To do this, go to www.themesis.com/themesis.

(You’re on www.themesis.com right now. You could just hit that “About” button and you’ll be there.)

Scroll down. There’s an Opt-In form. DO THAT.

And then, please, follow through with the “confirmation” email – and then train yourself and your system to OPEN the emails, and CLICK THROUGH. That way, you’ll be current with the latest!

THANK YOU!!! – AJM


Most-Recommended Starting Reads

Figure 1. “Start here” with a selection of accessible/intuitive introductions &/or tutorials for the Kullback-Leibler divergence, free energy, and variational inference, as well as related topics. (Photo courtesy Dreamstime: Photo 88741587 © Megalomaniac | Dreamstime.com)

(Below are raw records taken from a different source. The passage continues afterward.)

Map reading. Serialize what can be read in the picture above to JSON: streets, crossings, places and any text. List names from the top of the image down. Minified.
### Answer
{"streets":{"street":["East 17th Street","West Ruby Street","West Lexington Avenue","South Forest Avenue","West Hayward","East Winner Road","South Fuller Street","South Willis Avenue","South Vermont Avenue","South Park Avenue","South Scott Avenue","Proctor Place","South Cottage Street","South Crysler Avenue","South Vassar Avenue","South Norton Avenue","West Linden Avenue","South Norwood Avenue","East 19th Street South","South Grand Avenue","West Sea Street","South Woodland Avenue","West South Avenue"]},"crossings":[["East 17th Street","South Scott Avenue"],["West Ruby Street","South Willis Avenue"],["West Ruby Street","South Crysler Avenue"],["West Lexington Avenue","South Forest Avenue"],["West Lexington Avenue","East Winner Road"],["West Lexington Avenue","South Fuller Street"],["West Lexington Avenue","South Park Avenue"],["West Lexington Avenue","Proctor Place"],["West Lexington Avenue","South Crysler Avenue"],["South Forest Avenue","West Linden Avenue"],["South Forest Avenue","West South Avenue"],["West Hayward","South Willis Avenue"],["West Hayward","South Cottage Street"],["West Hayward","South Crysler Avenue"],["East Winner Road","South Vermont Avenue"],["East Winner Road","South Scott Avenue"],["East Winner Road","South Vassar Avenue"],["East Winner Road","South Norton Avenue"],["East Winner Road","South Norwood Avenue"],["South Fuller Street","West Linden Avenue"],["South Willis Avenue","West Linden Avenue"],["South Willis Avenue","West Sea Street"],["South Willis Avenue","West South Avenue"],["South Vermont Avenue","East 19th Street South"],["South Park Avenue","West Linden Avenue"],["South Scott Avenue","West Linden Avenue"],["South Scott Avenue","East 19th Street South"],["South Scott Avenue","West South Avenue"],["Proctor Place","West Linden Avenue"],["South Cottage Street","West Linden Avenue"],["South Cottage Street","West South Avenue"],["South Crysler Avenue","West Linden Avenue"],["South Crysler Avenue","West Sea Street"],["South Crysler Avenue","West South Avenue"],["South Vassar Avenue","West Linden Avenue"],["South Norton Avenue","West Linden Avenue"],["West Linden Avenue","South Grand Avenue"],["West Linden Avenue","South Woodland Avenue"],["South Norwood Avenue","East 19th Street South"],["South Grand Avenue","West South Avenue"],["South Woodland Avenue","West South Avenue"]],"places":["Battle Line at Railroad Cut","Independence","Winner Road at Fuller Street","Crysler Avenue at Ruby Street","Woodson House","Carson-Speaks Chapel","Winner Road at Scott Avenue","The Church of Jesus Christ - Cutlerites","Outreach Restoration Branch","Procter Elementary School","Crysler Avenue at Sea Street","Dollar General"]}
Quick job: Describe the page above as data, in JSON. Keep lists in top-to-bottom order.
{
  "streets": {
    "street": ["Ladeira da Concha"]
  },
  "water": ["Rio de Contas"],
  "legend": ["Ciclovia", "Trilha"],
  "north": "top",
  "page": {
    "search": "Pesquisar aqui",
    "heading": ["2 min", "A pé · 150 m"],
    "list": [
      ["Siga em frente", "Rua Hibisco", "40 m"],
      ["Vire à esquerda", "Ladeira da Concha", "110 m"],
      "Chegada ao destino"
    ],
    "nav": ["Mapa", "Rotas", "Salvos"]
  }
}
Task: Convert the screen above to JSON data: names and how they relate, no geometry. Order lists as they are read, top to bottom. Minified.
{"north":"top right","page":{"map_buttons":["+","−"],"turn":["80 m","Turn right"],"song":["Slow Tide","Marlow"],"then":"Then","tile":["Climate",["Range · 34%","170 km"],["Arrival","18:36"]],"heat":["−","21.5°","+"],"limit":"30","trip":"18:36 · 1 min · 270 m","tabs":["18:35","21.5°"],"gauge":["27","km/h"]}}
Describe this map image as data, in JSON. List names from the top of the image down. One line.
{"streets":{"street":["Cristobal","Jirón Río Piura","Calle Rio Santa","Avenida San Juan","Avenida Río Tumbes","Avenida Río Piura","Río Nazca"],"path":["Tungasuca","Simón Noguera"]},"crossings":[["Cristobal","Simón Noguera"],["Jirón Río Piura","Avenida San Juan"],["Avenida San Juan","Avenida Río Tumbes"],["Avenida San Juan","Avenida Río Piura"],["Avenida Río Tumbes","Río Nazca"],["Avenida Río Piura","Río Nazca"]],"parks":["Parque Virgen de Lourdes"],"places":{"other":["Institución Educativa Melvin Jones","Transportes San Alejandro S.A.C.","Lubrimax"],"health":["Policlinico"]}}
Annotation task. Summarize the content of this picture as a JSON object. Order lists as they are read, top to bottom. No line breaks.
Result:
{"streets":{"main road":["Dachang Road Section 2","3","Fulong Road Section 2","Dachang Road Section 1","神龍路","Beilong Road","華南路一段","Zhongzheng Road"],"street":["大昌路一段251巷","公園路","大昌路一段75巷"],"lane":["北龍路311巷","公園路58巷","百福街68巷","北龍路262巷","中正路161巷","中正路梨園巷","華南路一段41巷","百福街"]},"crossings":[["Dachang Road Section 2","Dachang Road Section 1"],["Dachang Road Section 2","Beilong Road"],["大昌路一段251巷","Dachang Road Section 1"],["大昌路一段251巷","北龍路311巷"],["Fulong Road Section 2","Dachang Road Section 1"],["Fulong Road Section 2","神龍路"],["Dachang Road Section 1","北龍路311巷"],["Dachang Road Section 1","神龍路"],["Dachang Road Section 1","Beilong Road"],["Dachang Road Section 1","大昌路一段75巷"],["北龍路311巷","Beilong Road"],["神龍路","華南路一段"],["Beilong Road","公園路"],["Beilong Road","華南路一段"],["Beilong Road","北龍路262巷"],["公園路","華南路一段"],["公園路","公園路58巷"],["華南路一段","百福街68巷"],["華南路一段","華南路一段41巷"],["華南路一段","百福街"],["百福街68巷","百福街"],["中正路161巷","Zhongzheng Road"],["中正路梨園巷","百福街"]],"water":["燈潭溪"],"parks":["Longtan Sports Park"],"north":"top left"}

This section serves those who want to start in. Most recommendations are for things that provide a sort of intuitive and/or contextual overview.

Begin with the End in Mind – Active Inference

“Begin with the end in mind” is Habit #2 from Steven Covey’s highly-regarded 7 Habits of Highly Effective People.

For us, our end-game is active inference.

So, even if we can’t read the entire paper (on first pass), if we start by looking at active inference, then we have context for everything else that we’ll study. I’d suggest starting with this review and comparison of active inference vs. reinforcement learning, by Noor Sajid et al.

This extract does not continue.